Aim of the exercise: Word for word, reproduce the listing that follows, excluding any pictures it contains.
====================
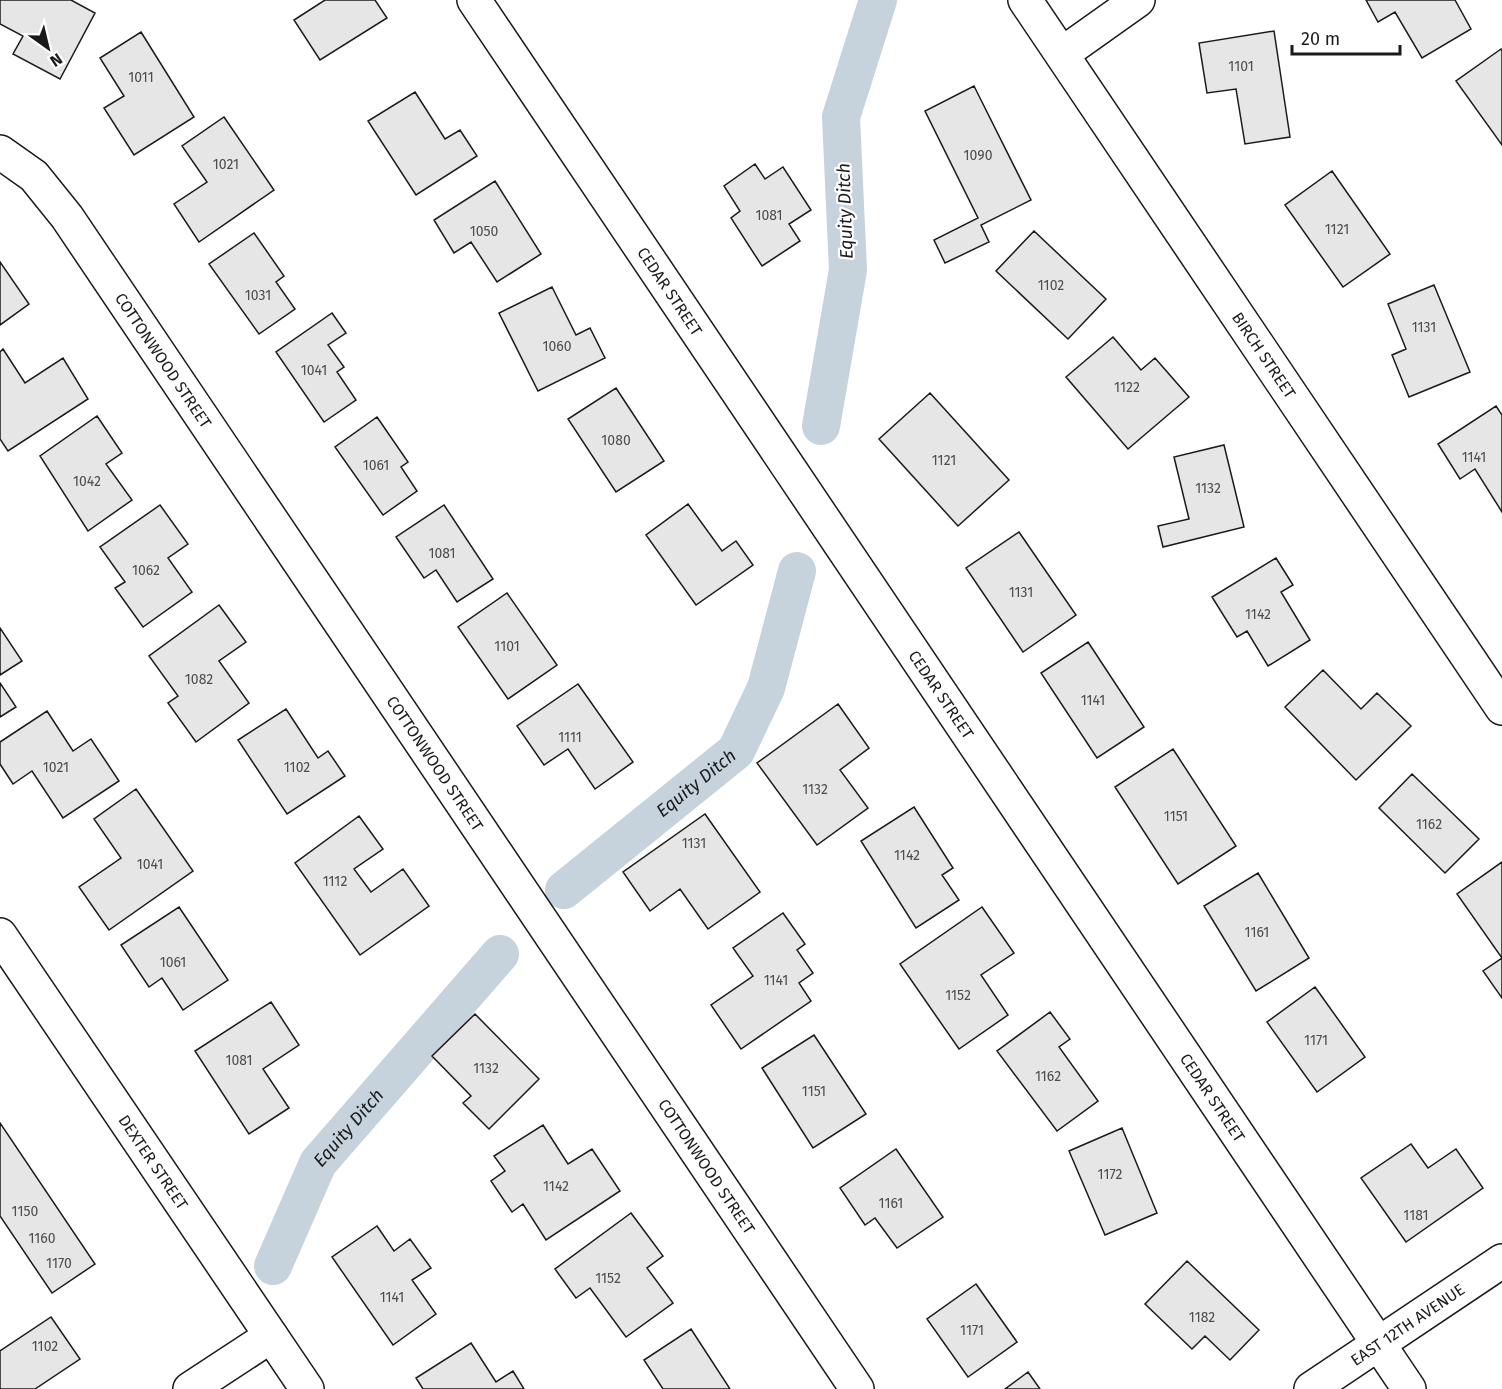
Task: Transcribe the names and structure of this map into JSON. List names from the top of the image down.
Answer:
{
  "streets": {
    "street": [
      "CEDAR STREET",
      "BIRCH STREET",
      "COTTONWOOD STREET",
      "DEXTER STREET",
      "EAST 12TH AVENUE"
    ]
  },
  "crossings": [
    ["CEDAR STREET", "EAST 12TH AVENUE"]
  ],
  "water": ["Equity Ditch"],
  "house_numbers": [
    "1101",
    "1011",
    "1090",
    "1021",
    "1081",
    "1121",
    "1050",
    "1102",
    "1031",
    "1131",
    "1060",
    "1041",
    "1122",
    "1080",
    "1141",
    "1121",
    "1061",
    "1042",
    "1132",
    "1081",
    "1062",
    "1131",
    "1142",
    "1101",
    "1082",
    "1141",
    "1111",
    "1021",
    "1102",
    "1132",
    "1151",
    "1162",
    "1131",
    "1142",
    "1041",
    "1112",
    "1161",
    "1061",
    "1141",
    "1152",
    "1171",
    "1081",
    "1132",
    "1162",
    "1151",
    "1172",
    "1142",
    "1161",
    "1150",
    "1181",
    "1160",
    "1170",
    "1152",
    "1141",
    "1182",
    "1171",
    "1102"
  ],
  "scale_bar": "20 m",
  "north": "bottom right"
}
====================
Answer section:
Task: Transcribe the names and structure of this map into JSON. List names from the top of the image down.
Answer:
{
  "streets": {
    "street": [
      "CEDAR STREET",
      "BIRCH STREET",
      "COTTONWOOD STREET",
      "DEXTER STREET",
      "EAST 12TH AVENUE"
    ]
  },
  "crossings": [
    ["CEDAR STREET", "EAST 12TH AVENUE"]
  ],
  "water": ["Equity Ditch"],
  "house_numbers": [
    "1101",
    "1011",
    "1090",
    "1021",
    "1081",
    "1121",
    "1050",
    "1102",
    "1031",
    "1131",
    "1060",
    "1041",
    "1122",
    "1080",
    "1141",
    "1121",
    "1061",
    "1042",
    "1132",
    "1081",
    "1062",
    "1131",
    "1142",
    "1101",
    "1082",
    "1141",
    "1111",
    "1021",
    "1102",
    "1132",
    "1151",
    "1162",
    "1131",
    "1142",
    "1041",
    "1112",
    "1161",
    "1061",
    "1141",
    "1152",
    "1171",
    "1081",
    "1132",
    "1162",
    "1151",
    "1172",
    "1142",
    "1161",
    "1150",
    "1181",
    "1160",
    "1170",
    "1152",
    "1141",
    "1182",
    "1171",
    "1102"
  ],
  "scale_bar": "20 m",
  "north": "bottom right"
}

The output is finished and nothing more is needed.